Source material below:

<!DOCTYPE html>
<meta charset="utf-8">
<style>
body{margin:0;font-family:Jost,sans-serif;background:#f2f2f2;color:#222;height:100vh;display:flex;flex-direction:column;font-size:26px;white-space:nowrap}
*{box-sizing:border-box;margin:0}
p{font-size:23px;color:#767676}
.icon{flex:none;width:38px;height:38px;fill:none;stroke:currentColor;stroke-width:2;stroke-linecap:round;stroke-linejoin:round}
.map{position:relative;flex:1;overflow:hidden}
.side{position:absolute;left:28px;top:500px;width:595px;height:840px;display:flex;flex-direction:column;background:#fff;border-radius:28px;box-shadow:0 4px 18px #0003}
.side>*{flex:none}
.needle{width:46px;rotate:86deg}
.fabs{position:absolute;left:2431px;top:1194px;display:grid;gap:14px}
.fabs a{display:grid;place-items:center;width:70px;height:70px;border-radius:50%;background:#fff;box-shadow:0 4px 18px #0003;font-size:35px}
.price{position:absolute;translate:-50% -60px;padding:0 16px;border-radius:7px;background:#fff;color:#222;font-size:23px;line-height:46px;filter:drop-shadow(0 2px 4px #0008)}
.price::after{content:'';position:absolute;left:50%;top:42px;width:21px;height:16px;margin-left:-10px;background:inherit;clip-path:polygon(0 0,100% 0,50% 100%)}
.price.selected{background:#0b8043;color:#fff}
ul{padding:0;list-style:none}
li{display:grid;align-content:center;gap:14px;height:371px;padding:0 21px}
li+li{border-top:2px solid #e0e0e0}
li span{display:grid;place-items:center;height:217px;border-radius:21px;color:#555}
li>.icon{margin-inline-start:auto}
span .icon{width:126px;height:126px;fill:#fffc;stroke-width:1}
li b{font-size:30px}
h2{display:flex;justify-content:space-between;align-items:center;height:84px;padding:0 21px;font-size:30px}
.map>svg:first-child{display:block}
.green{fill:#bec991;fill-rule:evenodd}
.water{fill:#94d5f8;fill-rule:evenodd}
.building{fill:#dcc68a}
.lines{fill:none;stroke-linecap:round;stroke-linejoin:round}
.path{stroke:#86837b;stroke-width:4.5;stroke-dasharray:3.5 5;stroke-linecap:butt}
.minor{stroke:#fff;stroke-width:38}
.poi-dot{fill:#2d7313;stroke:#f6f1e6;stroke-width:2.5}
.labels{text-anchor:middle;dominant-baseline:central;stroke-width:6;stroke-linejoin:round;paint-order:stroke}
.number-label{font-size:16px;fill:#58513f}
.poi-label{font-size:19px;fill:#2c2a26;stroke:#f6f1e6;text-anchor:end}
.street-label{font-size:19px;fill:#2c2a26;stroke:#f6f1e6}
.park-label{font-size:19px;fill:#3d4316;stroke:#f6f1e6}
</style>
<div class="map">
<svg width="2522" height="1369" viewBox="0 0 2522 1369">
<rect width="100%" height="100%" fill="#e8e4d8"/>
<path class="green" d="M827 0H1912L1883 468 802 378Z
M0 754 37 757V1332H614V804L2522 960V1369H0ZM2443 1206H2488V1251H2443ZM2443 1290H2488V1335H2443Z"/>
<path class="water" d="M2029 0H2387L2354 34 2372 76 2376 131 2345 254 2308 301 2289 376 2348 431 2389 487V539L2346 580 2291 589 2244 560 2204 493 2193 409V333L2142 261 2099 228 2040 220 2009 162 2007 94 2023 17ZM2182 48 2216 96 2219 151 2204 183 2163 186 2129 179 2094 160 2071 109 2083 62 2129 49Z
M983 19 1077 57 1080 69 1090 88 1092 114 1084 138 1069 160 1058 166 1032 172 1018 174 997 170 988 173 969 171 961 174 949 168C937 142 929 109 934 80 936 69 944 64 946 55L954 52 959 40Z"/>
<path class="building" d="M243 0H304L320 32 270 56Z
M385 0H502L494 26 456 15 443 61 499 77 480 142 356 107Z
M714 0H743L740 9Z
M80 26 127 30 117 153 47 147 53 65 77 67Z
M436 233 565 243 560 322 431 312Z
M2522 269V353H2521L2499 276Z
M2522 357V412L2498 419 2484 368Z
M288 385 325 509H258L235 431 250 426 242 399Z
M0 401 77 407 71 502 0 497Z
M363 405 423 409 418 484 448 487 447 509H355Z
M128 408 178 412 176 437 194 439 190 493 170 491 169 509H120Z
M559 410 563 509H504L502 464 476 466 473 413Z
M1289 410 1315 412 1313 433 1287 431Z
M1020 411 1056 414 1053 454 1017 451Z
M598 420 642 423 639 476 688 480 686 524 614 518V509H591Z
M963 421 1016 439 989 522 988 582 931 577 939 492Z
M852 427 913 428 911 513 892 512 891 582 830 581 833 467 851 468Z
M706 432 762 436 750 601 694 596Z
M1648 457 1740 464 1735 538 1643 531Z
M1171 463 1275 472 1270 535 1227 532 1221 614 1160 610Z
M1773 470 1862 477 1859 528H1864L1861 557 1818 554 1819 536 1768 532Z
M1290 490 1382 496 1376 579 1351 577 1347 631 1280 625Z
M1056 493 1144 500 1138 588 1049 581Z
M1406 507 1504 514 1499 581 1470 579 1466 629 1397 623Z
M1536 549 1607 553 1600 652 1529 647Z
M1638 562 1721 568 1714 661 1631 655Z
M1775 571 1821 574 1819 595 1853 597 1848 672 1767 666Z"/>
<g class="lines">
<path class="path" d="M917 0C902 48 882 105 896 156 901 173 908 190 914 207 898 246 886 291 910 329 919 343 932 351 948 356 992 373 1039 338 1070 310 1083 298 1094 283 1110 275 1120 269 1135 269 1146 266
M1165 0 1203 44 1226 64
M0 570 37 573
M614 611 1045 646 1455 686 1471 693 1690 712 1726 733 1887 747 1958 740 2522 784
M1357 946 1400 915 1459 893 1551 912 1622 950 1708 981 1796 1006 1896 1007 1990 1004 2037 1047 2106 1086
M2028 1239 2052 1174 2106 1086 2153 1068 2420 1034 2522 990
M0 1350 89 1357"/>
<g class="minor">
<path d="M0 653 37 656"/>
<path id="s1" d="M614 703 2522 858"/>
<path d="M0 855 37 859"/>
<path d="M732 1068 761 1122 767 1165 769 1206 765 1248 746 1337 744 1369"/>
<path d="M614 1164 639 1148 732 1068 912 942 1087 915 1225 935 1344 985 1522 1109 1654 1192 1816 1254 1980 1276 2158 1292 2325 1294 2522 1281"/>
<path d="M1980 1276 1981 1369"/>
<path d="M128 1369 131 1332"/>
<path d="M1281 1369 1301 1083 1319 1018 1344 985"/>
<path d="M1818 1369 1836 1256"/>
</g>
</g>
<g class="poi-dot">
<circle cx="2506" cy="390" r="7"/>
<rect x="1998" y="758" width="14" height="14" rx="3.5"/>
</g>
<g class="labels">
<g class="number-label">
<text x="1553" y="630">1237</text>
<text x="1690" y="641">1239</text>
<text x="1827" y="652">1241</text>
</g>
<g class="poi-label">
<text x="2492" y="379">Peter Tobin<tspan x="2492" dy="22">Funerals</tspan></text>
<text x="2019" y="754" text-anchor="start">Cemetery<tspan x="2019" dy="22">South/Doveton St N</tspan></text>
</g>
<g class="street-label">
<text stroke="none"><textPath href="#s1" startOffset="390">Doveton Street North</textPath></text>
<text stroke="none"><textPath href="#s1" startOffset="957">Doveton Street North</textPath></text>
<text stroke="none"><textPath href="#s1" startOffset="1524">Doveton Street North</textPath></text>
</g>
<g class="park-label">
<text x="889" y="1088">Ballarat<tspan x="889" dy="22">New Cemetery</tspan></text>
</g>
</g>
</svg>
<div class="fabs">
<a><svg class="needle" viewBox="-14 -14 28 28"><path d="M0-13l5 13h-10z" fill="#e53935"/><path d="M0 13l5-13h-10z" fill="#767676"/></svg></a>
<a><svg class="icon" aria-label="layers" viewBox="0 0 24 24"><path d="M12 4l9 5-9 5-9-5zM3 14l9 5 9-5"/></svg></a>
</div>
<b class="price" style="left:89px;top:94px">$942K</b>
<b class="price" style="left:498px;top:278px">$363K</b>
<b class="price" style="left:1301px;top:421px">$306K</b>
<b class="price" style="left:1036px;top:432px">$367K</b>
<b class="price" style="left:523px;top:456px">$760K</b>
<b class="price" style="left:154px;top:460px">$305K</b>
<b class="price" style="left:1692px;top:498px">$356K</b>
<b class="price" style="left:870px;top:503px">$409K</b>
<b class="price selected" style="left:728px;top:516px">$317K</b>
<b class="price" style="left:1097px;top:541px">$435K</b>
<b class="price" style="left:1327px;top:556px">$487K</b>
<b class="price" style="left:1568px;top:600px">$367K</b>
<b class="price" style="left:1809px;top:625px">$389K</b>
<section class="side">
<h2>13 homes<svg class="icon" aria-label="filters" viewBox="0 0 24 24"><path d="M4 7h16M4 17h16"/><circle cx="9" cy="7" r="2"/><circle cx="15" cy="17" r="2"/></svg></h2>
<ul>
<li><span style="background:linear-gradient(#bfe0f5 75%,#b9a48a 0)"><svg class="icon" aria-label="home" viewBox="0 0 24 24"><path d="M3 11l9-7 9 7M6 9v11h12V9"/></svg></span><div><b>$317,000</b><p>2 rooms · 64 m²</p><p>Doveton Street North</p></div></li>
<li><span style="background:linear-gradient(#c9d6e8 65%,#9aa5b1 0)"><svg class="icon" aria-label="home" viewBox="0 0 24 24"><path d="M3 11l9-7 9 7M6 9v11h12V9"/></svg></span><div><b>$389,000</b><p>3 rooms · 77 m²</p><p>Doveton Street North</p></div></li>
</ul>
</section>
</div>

End of Source material.

### What you will do:
Go through the material above, find each line with the string "border", and copy it.

### Output for this task:
*{box-sizing:border-box;margin:0}
.side{position:absolute;left:28px;top:500px;width:595px;height:840px;display:flex;flex-direction:column;background:#fff;border-radius:28px;box-shadow:0 4px 18px #0003}
.fabs a{display:grid;place-items:center;width:70px;height:70px;border-radius:50%;background:#fff;box-shadow:0 4px 18px #0003;font-size:35px}
.price{position:absolute;translate:-50% -60px;padding:0 16px;border-radius:7px;background:#fff;color:#222;font-size:23px;line-height:46px;filter:drop-shadow(0 2px 4px #0008)}
li+li{border-top:2px solid #e0e0e0}
li span{display:grid;place-items:center;height:217px;border-radius:21px;color:#555}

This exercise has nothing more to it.